## WHAT NEEDS TO BE DONE
Copy each line below in which the string "nowrap" appears.

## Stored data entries
——————————

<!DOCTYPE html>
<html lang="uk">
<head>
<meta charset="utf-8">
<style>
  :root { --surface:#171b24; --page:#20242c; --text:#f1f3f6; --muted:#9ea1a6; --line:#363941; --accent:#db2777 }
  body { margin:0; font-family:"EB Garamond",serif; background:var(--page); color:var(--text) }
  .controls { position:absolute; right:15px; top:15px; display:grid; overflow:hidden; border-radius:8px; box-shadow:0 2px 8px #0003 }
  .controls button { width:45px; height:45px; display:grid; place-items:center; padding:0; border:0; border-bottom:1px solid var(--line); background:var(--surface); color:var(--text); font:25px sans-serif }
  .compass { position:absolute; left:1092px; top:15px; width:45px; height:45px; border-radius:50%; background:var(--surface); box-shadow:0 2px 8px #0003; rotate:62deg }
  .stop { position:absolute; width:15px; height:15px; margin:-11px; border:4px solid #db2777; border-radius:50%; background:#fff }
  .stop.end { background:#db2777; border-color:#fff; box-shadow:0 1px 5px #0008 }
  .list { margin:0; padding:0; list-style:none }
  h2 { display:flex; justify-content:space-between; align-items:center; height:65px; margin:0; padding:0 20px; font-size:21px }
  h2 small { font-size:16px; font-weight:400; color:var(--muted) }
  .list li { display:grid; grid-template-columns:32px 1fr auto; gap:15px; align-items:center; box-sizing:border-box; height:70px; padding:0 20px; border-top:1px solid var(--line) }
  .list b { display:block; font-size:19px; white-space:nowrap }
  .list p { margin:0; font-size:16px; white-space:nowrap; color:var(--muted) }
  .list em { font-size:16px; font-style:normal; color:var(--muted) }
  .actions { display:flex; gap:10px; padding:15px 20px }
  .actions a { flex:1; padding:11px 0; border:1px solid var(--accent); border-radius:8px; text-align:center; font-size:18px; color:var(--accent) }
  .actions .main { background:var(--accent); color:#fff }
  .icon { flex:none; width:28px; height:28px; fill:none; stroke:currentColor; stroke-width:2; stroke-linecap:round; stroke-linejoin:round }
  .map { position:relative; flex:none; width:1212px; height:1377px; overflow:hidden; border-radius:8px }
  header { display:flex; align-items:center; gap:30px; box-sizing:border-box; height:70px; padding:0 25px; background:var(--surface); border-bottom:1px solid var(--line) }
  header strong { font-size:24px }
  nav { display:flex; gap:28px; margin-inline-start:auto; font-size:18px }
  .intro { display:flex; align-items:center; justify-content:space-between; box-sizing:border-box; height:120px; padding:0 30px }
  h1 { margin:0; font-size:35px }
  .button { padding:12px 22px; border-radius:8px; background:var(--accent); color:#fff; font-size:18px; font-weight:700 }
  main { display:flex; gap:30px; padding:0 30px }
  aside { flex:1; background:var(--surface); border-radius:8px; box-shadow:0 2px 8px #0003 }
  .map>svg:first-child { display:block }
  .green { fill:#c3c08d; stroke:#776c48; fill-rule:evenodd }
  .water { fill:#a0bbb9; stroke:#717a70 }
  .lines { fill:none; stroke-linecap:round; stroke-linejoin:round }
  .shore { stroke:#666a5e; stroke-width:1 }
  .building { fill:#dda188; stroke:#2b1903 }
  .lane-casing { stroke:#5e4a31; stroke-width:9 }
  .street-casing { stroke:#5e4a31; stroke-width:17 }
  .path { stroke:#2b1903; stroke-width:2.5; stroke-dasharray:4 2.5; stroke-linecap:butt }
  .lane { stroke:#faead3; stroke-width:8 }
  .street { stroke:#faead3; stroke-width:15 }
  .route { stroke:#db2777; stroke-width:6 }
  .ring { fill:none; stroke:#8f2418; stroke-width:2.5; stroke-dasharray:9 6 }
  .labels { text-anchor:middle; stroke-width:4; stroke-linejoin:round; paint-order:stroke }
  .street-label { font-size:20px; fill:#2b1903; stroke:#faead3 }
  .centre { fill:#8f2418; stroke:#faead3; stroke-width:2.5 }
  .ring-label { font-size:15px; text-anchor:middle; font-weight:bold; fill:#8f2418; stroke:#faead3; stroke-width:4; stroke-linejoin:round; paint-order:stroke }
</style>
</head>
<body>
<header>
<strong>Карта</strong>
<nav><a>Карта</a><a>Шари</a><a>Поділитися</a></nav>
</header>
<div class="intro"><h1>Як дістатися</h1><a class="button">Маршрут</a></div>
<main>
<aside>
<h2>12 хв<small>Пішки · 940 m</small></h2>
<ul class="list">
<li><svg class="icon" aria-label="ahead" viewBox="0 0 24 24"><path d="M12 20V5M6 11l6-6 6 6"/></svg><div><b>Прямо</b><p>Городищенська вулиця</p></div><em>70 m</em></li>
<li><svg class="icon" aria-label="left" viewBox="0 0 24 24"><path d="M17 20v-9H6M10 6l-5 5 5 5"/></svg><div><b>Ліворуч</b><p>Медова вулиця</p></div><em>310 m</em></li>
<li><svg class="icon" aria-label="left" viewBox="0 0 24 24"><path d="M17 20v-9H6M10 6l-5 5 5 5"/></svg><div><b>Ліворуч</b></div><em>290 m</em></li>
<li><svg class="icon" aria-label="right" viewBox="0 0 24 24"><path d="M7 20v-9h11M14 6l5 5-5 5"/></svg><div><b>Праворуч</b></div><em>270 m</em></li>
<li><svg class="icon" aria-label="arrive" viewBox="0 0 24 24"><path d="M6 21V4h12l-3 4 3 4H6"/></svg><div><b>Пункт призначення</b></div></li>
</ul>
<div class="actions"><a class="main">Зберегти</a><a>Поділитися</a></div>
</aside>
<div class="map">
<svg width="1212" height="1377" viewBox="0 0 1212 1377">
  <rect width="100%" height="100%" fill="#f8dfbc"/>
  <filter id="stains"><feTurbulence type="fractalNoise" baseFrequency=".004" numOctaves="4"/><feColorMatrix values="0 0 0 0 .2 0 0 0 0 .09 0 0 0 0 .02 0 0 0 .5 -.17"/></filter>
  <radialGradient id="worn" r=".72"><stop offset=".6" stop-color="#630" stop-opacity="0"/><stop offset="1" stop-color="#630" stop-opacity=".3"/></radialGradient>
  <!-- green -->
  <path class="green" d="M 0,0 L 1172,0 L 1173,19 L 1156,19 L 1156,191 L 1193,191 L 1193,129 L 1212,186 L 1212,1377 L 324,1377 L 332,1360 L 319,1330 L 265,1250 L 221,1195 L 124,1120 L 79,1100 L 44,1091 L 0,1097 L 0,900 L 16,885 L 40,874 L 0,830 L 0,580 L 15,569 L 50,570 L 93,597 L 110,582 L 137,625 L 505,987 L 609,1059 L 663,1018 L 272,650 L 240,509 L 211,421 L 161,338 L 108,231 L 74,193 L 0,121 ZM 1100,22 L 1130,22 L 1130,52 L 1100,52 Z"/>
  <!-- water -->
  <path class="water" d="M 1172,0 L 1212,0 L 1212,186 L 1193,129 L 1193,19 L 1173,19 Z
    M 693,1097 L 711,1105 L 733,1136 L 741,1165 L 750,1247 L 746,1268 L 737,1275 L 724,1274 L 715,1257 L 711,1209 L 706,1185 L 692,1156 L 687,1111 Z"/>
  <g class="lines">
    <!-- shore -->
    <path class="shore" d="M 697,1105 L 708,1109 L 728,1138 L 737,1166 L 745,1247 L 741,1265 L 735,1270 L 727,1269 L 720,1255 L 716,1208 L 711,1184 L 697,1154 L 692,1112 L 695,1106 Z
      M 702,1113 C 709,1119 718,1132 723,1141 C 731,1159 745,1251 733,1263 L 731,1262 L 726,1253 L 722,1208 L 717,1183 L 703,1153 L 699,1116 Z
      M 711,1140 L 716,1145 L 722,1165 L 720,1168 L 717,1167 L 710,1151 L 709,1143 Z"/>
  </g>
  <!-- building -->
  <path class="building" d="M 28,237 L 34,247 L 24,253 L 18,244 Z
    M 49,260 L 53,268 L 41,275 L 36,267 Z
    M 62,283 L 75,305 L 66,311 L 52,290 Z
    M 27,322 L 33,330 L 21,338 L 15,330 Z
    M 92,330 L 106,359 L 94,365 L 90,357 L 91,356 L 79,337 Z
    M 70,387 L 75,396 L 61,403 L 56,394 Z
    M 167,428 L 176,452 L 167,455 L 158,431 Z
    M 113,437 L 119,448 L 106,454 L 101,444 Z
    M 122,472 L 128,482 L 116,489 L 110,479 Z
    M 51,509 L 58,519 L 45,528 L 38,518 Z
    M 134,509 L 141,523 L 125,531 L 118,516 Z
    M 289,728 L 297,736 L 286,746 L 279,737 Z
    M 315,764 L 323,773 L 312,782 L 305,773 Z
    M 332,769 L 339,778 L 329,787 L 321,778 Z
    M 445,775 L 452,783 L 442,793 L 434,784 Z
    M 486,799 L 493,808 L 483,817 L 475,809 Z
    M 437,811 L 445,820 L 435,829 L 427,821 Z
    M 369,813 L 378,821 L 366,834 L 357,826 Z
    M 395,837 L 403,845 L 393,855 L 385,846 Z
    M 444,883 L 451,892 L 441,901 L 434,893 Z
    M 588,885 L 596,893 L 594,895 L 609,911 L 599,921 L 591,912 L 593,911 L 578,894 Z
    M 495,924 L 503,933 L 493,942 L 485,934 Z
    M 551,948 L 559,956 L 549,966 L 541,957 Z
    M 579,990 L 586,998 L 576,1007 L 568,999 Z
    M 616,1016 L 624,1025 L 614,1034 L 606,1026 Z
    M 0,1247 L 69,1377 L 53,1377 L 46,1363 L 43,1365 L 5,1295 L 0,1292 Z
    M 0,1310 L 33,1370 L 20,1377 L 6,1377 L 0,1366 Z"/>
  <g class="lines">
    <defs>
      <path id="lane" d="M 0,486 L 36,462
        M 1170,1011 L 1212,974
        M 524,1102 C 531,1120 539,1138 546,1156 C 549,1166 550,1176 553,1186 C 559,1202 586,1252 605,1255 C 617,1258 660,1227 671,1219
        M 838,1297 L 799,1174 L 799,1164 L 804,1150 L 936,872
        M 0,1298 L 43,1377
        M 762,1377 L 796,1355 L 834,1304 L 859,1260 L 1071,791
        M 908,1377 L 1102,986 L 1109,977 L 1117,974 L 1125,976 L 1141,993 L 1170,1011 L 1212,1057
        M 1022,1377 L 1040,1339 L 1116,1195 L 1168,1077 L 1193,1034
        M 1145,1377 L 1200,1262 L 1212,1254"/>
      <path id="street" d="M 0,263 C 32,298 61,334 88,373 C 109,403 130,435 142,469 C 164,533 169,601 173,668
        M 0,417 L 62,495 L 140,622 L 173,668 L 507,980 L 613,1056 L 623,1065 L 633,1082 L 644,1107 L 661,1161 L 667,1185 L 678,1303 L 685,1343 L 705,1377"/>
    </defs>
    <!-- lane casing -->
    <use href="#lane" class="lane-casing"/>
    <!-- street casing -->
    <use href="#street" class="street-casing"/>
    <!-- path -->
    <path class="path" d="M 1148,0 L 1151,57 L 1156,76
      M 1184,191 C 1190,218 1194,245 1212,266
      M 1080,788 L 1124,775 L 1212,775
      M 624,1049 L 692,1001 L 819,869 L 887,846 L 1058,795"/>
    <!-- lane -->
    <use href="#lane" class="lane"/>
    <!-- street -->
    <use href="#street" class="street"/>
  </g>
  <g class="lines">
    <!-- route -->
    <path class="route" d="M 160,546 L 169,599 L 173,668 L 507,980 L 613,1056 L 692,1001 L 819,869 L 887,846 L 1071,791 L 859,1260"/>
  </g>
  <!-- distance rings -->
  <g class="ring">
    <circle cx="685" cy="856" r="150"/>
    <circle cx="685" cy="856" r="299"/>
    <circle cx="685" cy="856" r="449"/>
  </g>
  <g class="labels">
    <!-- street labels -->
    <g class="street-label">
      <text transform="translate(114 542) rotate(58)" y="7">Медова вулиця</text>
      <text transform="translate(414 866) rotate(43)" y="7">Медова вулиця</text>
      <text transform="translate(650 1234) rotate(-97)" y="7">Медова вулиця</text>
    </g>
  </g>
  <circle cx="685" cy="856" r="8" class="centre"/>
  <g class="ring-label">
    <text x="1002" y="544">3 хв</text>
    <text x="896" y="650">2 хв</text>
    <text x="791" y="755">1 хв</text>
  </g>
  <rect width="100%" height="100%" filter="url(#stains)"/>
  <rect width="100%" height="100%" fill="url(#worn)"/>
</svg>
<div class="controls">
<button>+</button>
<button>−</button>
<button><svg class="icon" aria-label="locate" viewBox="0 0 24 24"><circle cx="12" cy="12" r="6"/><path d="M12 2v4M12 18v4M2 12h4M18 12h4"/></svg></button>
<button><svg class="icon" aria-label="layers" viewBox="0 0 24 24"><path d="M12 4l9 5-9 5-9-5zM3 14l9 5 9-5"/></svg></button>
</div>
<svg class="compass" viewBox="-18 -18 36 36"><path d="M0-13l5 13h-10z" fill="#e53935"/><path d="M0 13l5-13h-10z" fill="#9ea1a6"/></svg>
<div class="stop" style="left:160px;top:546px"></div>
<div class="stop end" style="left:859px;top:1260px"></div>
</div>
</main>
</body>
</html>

——————————

## RESULT OF THE TASK
  .list b { display:block; font-size:19px; white-space:nowrap }
  .list p { margin:0; font-size:16px; white-space:nowrap; color:var(--muted) }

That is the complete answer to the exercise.